Если у меня и остался какой‑то порок, то я о нем слишком часто забываю. К тому же он довольно невинный, просто еще одна история нектара и склянок. Когда‑то я превратил курительную комнату в кабинет дегустации виски, который никогда не обогреваю – из‑за сорока двух градусов чистого солода. Там хранится бутылок двадцать, преподнесенных мне профсоюзом парфюмеров за то, что я способствовал блеску французских духов во всем мире. Эти драгоценные бутылки состарились гораздо лучше меня, их содержимое стало мягче, красноречивее, мудрее. Некоторые из них появились на свет еще до моего рождения; я отношусь к ним почтительно, как к старшим, и ни капли не оставлю стервятникам, ждущим моей смерти, даже если ради этого придется устроить фатальную пьянку. Мои внутренности отныне слишком слабы, чтобы потреблять больше одной порции зараз, но эти чудеса янтарного цвета остаются эффективным средством протестировать различные наборы вкусовых окончаний. Длинный глоток – и я различаю в носу солоноватость мягкого торфа, нотку кожи, оттенок ячменя, к которому примешивается аромат засахаренных цитрусовых. Потом, уже во рту, чувствуется мускат и мята, йод и, наконец, земля горной Шотландии. Я смакую все это, сидя на каменистом гребне холма, мой взгляд умиротворен ярко‑зеленым горизонтом, а вдалеке вырисовывается серебряное озеро.
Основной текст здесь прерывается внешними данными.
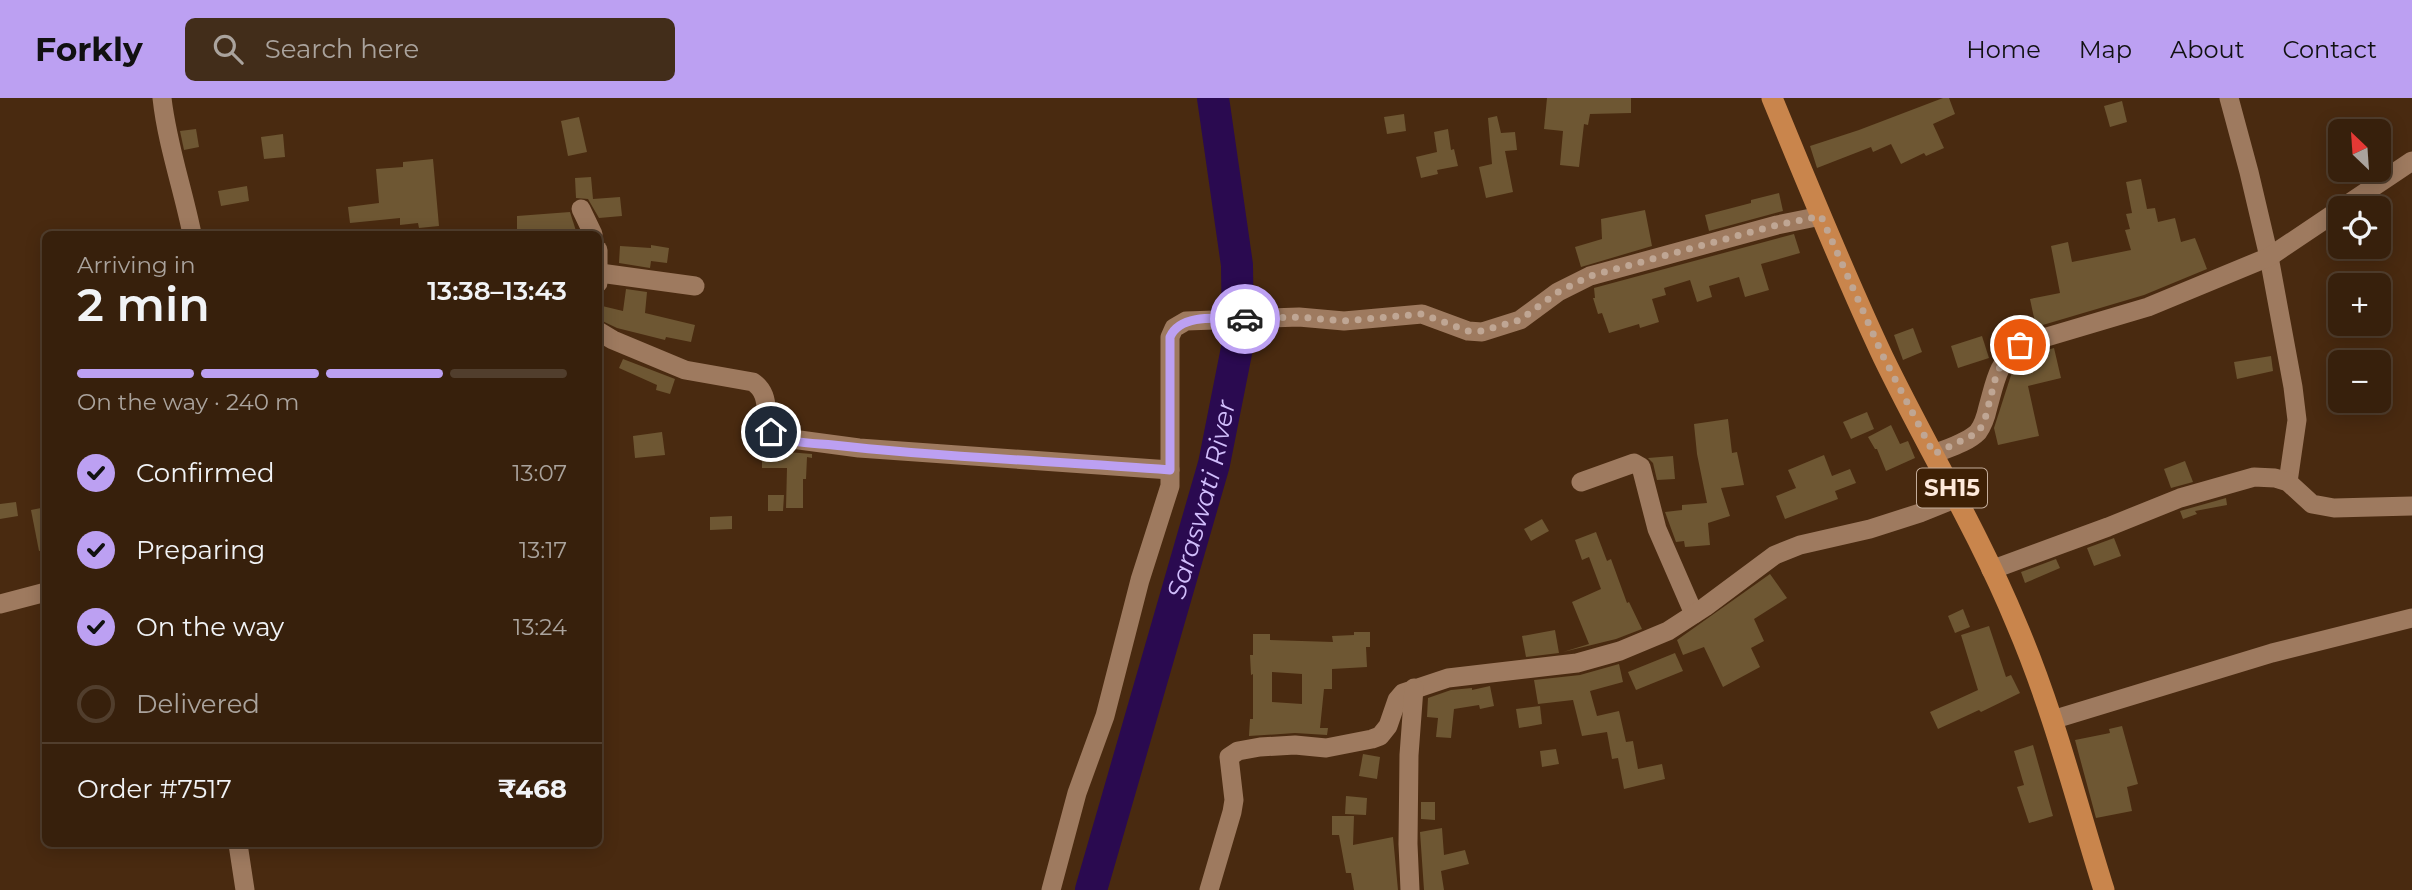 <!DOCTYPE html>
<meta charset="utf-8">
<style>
:root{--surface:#37200c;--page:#422d1a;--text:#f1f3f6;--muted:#aaa39d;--line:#513e2d;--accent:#bca0f2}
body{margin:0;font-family:Montserrat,sans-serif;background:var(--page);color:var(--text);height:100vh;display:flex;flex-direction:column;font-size:26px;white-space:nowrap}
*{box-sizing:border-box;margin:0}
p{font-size:23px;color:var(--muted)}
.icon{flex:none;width:38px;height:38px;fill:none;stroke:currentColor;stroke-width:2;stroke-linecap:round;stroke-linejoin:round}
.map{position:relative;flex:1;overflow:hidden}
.side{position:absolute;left:42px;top:133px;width:560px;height:616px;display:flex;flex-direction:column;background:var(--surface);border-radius:10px;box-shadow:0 4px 18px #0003,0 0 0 2px var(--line)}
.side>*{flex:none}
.needle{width:46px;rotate:335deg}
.controls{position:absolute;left:2328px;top:21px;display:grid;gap:14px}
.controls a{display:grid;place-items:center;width:63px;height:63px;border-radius:10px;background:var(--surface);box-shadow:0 4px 18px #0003,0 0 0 2px var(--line);font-size:35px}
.pin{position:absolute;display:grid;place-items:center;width:60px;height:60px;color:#fff;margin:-30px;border:4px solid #fff;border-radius:50%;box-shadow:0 2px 7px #0007}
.courier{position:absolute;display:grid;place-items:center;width:70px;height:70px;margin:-35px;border:5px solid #bca0f2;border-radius:50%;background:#fff;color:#222;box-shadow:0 2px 9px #0007}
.summary em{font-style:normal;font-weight:600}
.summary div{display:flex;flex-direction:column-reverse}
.summary{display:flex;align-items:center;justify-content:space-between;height:119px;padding:0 35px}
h1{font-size:46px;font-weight:600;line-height:52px}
.bar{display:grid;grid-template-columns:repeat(4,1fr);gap:10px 7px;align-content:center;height:84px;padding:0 35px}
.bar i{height:9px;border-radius:5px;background:var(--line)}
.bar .on{background:var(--accent)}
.bar p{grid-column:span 4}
.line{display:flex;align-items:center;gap:18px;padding:0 35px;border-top:2px solid var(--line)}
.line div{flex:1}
ol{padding:0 35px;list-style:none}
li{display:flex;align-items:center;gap:21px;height:77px}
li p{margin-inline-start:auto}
li .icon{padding:7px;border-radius:50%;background:var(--accent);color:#111;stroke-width:4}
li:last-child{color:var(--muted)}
li i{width:38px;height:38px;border:4px solid var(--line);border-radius:50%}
header{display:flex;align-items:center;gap:42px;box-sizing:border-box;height:98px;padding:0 35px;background:var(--accent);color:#111}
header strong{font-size:33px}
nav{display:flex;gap:38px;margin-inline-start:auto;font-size:24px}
.search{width:490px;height:63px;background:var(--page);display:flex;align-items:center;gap:18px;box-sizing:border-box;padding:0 24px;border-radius:10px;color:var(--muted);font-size:26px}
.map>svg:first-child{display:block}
</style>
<header>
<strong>Forkly</strong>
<div class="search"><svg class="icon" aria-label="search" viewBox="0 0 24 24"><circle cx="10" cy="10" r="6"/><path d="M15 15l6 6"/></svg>Search here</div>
<nav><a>Home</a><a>Map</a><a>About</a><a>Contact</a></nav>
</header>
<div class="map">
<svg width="2412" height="792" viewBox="0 0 2412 792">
<rect width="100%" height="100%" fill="#492a10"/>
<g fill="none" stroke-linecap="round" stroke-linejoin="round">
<!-- river -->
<path stroke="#2a0a50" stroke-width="32" id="s1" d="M 1091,792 L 1214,366 L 1238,245 L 1237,167 L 1213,0"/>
</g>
<!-- building -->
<g fill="#6e5733" fill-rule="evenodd">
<path d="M 1547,0 L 1631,0 L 1631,15 L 1590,16 L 1588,27 L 1584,26 L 1579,69 L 1560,67 L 1563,33 L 1544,31 Z"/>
<path d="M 1943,0 L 1949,0 L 1955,16 L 1933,26 L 1944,50 L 1926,58 L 1924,55 L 1901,66 L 1891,46 L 1873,54 L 1871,49 L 1817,70 L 1810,48 L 1859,32 Z"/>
<path d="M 2122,3 L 2127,24 L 2110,29 L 2104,8 Z"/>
<path d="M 1404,16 L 1406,33 L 1387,36 L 1384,19 Z"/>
<path d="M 1497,18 L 1501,35 L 1515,34 L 1517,52 L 1505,53 L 1513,94 L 1486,100 L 1479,69 L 1492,66 L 1488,20 Z"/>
<path d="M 579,19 L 587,54 L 568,58 L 561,23 Z"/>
<path d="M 196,31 L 199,49 L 184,52 L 180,33 Z"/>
<path d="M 1448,31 L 1451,52 L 1454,51 L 1458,68 L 1437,72 L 1438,76 L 1421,80 L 1416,59 L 1437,54 L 1434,34 Z"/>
<path d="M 283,36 L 285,59 L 264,61 L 261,39 Z"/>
<path d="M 433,61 L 439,128 L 419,130 L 418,125 L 400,127 L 400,120 L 350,125 L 348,109 L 379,105 L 376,71 L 403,69 L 403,64 Z"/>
<path d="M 591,79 L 593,101 L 620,99 L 622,118 L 599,120 L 588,101 L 576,100 L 575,80 Z"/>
<path d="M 2141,81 L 2147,111 L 2155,110 L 2158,124 L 2175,120 L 2181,144 L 2195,140 L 2207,171 L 2144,197 L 2036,229 L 2030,201 L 2060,195 L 2051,148 L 2068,144 L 2072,164 L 2131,152 L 2125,132 L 2130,131 L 2126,116 L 2132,115 L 2126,84 Z"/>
<path d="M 247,88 L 249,103 L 221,108 L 218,93 Z"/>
<path d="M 1779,95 L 1783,113 L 1709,133 L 1705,117 L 1751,105 L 1751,102 Z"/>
<path d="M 1645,112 L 1652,148 L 1581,169 L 1575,149 L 1602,141 L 1601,121 Z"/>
<path d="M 570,114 L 576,133 L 517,133 L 517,118 Z"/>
<path d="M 1794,136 L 1800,155 L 1761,166 L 1769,192 L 1745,199 L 1739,179 L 1709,188 L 1712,199 L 1697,204 L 1690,182 L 1664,190 L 1666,197 L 1652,201 L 1659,224 L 1640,230 L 1639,226 L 1609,235 L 1602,215 L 1598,216 L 1593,200 L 1595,200 L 1594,190 Z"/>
<path d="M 651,147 L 669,150 L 667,165 L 651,163 L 650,170 L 619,165 L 620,148 L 651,150 Z"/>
<path d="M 626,191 L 647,194 L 645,215 L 695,227 L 691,244 L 666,239 L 665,242 L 617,230 L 598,221 L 598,207 L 623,213 Z"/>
<path d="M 1913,230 L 1922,254 L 1903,262 L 1894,237 Z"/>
<path d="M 1982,238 L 1989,260 L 1958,270 L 1951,248 Z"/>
<path d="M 2054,250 L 2061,280 L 2028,288 L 2039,338 L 1998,347 L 1994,330 L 2012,274 L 2026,258 Z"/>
<path d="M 2271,258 L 2273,273 L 2237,281 L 2234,264 Z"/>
<path d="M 623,261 L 675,281 L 670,296 L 656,292 L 657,287 L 619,270 Z"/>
<path d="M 1867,314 L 1874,331 L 1851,341 L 1843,324 Z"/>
<path d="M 1728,321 L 1732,355 L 1737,354 L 1744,387 L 1721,390 L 1730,418 L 1708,425 L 1710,447 L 1685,449 L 1684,443 L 1676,444 L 1665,414 L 1682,412 L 1682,407 L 1707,405 L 1697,356 L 1694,326 Z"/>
<path d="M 1891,327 L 1900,346 L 1908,343 L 1915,360 L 1886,373 L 1877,351 L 1875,351 L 1868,339 Z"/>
<path d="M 662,334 L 665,357 L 635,360 L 633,338 Z"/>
<path d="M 762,352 L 812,356 L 812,360 L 807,359 L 806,381 L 803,381 L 803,410 L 786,410 L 787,370 L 762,370 Z"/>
<path d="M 1824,357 L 1832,378 L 1850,371 L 1856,385 L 1835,393 L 1838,401 L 1785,421 L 1776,398 L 1796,390 L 1788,372 Z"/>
<path d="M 1673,358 L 1675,381 L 1657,382 L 1653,365 L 1648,360 Z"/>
<path d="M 2185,363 L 2193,384 L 2171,390 L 2164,371 Z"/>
<path d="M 768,397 L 784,397 L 783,413 L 768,413 Z"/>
<path d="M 2226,400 L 2227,407 L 2195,413 L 2197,416 L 2183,421 L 2180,413 Z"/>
<path d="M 16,404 L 18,418 L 0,421 L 0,406 Z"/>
<path d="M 46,409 L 46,452 L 39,453 L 31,412 Z"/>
<path d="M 732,418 L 732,431 L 710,432 L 710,419 Z"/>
<path d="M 1542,421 L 1549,433 L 1531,443 L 1524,431 Z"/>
<path d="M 1596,434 L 1607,463 L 1611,461 L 1627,505 L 1629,504 L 1642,531 L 1616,541 L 1563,554 L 1589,546 L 1572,504 L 1601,491 L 1589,459 L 1582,462 L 1575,442 Z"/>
<path d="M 2114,440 L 2121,458 L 2094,468 L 2087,450 Z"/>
<path d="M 2056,461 L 2060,470 L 2025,485 L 2021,474 Z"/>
<path d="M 1770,476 L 1787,500 L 1754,521 L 1764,543 L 1751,550 L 1760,569 L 1723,589 L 1704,549 L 1683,557 L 1677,542 Z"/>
<path d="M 1963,511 L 1970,529 L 1955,535 L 1948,518 Z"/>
<path d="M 1989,528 L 2006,579 L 2011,577 L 2020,595 L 1981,614 L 1979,612 L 1938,631 L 1930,614 L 1978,592 L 1961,537 Z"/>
<path d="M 1555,532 L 1559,555 L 1526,559 L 1522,538 Z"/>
<path d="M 1354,534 L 1370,534 L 1370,549 L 1366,549 L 1367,569 L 1332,571 L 1332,591 L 1324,591 L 1320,630 L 1328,630 L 1327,637 L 1295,635 L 1249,638 L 1250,621 L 1253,621 L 1253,576 L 1251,577 L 1250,557 L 1253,557 L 1253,536 L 1270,536 L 1270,542 L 1333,544 L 1332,538 L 1354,537 ZM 1272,574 L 1302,576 L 1302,606 L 1272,604 Z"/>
<path d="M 1675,555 L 1683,573 L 1636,592 L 1628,574 Z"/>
<path d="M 1619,566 L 1623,584 L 1590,593 L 1597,618 L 1619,613 L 1626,644 L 1633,643 L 1638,671 L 1662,666 L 1665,681 L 1624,691 L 1618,660 L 1612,661 L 1607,634 L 1582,638 L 1573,602 L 1538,606 L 1534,582 L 1580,577 Z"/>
<path d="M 1490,588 L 1494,608 L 1480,611 L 1479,607 L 1454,611 L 1451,640 L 1436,639 L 1438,620 L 1427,619 L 1428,600 L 1451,592 L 1472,590 L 1472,592 Z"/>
<path d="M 1540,608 L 1542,626 L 1519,630 L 1516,611 Z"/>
<path d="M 2122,628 L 2138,686 L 2127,689 L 2132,713 L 2096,720 L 2075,642 L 2110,635 L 2109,631 Z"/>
<path d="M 2033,647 L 2053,718 L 2029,725 L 2017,689 L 2024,687 L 2014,653 Z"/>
<path d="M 1556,651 L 1559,666 L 1542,669 L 1540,653 Z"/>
<path d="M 1363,656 L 1380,659 L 1377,681 L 1359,678 Z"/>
<path d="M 1346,698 L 1367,700 L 1366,717 L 1345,716 Z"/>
<path d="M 1421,704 L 1435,704 L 1435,722 L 1421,721 Z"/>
<path d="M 1332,718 L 1354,718 L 1353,747 L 1393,739 L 1398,792 L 1354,792 L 1351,775 L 1346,775 L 1339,737 L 1332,737 Z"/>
<path d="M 1442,730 L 1444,757 L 1465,752 L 1469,766 L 1441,773 L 1444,792 L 1424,792 L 1420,734 Z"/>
</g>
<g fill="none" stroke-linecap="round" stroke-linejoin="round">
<!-- minor -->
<g stroke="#9e7a5f" stroke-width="19">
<path d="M 162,0 C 167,46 183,91 192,136"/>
<path d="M 2229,0 L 2249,74 L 2269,159 L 2293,289 L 2297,322 L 2288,384"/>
<path d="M 581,111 L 593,136"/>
<path d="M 598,152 L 598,185"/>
<path d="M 600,175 L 695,188"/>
<path d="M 598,233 L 613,242 L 685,272 L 753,284 C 775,299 759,324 777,339 L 859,350 L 1170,372"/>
<path d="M 1934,356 C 1948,350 1967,345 1978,334 C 1984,326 1986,318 1988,309 C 1996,281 1997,266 2020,247 L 2148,209 L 2269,159 L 2412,63"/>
<path d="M 1581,384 L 1634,365 L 1641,369 L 1657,431 L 1694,516"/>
<path d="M 1991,472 L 2108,429 L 2180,400 L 2254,379 L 2275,380 L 2288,384 L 2312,406 L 2334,410 L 2412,408"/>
<path d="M 0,506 L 46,494"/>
<path d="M 2052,622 L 2272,555 L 2412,520"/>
<path d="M 238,746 L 245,792"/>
<path d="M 1051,792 L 1077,695 L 1105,618 L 1140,482 L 1170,388 L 1170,239 L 1174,230 L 1186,223 L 1299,219 L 1344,223 L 1422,216 L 1468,233 L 1482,234 L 1520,222 L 1558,194 L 1590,178 L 1777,127 L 1821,118"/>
<path d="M 1209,792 L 1232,714 L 1234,702 L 1229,659 L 1238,653 L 1260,649 L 1295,647 L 1326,650 L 1372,641 L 1380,638 L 1388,628 L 1397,602 L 1403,595 L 1448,580 L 1577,565 L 1620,553 L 1668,533 L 1705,509 L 1775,457 L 1800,447 L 1870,431 L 1920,415 L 1957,400"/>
<path d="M 1410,792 L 1408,746 L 1409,657 L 1414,590"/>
</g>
<!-- major -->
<path stroke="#c9854c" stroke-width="21" d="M 1772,0 C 1808,87 1843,174 1883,259 C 1926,348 1978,433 2016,525 C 2053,611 2076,703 2104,792"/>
</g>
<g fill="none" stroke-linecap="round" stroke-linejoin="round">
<!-- done -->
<path stroke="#bfa694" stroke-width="7" stroke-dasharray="0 12.6" d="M 1245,221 L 1299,219 L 1344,223 L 1422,216 L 1468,233 L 1482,233 L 1520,222 L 1558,194 L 1590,178 L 1777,127 L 1821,118 L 1883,258 L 1934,356 L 1977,335 L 1984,325 L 1997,274 L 2007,258 L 2020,247"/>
<!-- route -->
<path stroke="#bca0f2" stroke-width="9" d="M 771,334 C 786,346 815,345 833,347 C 945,360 1058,363 1170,372 L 1170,239 C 1181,214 1222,221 1245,221"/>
</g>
<g text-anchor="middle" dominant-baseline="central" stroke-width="5" stroke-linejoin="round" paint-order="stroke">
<!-- shield labels -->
<rect fill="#3e2005" stroke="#c4ad9b" stroke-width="2" x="1917" y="370.5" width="70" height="39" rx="5"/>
<g font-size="23" font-weight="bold" fill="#fee9db">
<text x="1952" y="390">SH15</text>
</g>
<!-- water labels -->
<g font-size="26" font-style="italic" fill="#d1befc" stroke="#3e2005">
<text stroke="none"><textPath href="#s1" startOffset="406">Saraswati River</textPath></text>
</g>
</g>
</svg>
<div class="controls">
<a><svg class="needle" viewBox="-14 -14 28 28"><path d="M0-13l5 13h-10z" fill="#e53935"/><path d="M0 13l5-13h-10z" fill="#aaa39d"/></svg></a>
<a><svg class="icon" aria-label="locate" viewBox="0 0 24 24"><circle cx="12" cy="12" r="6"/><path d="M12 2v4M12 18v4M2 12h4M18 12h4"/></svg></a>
<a>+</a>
<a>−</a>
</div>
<div class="pin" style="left:2020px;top:247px;background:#ea580c"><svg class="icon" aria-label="bag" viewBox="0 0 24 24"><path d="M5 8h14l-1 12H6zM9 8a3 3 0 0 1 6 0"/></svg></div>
<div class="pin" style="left:771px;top:334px;background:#1f2937"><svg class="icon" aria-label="home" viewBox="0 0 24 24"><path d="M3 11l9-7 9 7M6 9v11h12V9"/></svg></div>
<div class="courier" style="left:1245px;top:221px"><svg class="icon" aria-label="car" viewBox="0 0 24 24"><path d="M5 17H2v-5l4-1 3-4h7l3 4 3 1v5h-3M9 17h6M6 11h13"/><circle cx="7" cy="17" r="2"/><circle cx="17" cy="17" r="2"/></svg></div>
<section class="side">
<div class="summary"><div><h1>2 min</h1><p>Arriving in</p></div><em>13:38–13:43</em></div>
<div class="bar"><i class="on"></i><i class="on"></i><i class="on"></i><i></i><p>On the way · 240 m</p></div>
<ol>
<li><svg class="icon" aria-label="check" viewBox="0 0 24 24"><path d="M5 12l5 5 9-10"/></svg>Confirmed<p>13:07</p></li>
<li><svg class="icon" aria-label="check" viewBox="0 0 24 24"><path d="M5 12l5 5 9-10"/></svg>Preparing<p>13:17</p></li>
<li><svg class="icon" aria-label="check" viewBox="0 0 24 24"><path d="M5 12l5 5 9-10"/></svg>On the way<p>13:24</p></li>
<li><i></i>Delivered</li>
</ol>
<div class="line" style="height:91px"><div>Order #7517</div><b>₹468</b></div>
</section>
</div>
Путешествие длится всего двадцать минут, но оно того стоит. Ветры Хайленда ударяют мне в голову. Мне кажется, что от двойного солода моим суставам становится лучше, хотя мой лекарь клянется, что это всего лишь обманчивое впечатление. Однако сегодня вечером я вернулся в свою ставку раньше, чем обычно. Шум голосов на лестнице привлекает меня к глазку входной двери, и вот уже сильнейшее раздражение прогоняет мечтательность. Замечаю мельком пару половозрелых индивидов обоего пола, в руках бутылки и съестные припасы, а к их веселой перебранке добавляются еще и гнусные пульсации из коробки для ритмов. Только тут до меня доходит невероятное: молодежь собирается устроить вечеринку над моей головой.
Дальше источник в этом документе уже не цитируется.